Analysing survey data is a core focus of iNZight, as analysis of survey data is not so different from an IID sample---once you have figured out the survey design. iNZight now offers three ways of passing survey design information into iNZight, two of which make use of a (new) survey specification (based heavily on survey::svydesign()
).
For this demonstration, we will be using the well known apiclus1
dataset that comes with the 'survey' package. If you're following along with iNZight, you can load the data for methods 1 and 2 from File > Example data, choosing 'survey' package, and apiclus1
for the data:
The obvious place to specify the design is from the Dataset > Survey, which displays a set of inputs for users to select which variables are which in the survey design. Here's what the apiclus1
specification should look like:
It might not look like much has happened, but iNZight will now use the survey design in all operations---plots, summaries, even regression modelling! Try it out: make a graph of api00
and notice that in place of iNZight's usual dot plot, you get a histogram instead. And if you've enabled the code panel, you'll see that the call to inzplot()
is using the design
argument (instead of data
).
You may also obtain a numerical summary of api00
by clicking on the Get Summary button. This will display information about the variable as well as the design specification of the data. The numeric summaries are estimates of the population values, and so---unlike standard data---have associated standard errors displayed underneath (i.e., the median api00
of the population is etimated to be 652 with a standard error of 36.56).
You may have noticed the 'Read from file' button in the survey specification window. This is an alternative method of setting the specification, which is particularly useful if you aren't familiar with the survey design (and it saves you from having to look it up each time and, likely, making a mistake!). This file uses TOML
format, which is machine- and human-readable, and specifies the variables using syntax closely resembling arguments to the survey::svydesign()

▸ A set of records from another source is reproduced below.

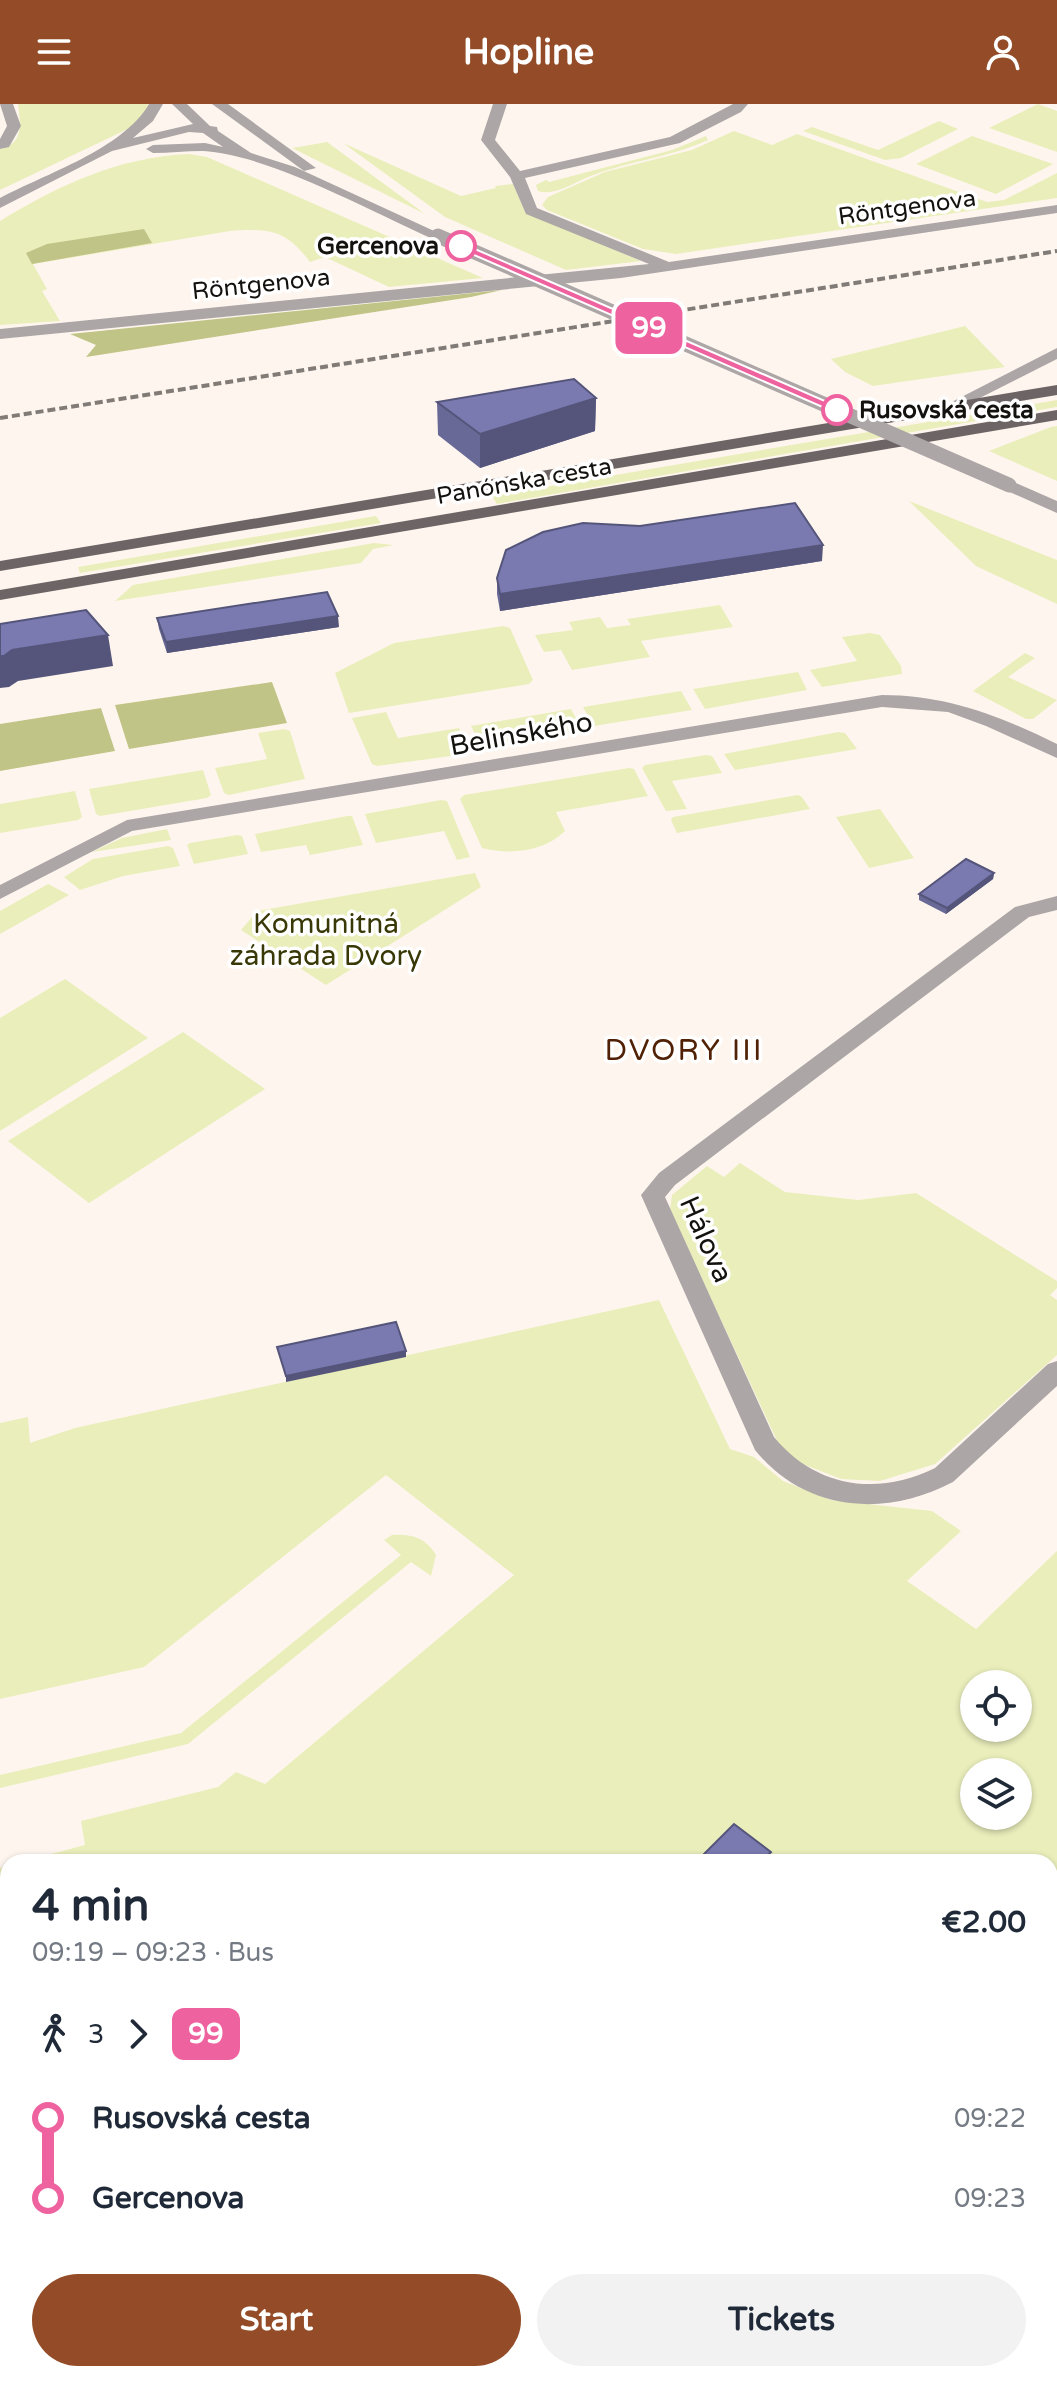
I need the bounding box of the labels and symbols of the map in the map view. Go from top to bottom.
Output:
street label: Röntgenova [836,183,978,232]
marker: Gercenova [446,231,476,261]
place label: Gercenova [317,232,439,261]
street label: Röntgenova [190,263,332,306]
line badge: 99 [613,302,685,354]
marker: Rusovská cesta [822,395,852,425]
place label: Rusovská cesta [859,396,1034,425]
street label: Panónska cesta [434,452,614,511]
street label: Belinského [447,705,595,763]
park label: Komunitná záhrada Dvory [230,907,422,973]
district label: DVORY III [605,1032,763,1069]
street label: Hálova [672,1191,740,1288]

function. Here's what the file looks like for the apiclus1
data:
# apiclus1.svydesign
type = "survey"
ids = "dnum"
weights = "pw"
fpc = "fpc"
This should be given a .svydesign
extension. After clicking the Read from file button, browse for the file and load it. Again, nothing will happen (especially if you didn't remove the previous design first!), but in the background iNZight has parsed the file (using the helper function iNZightTools::import_survey
, see end of Vignette for R usage) and is now using the design.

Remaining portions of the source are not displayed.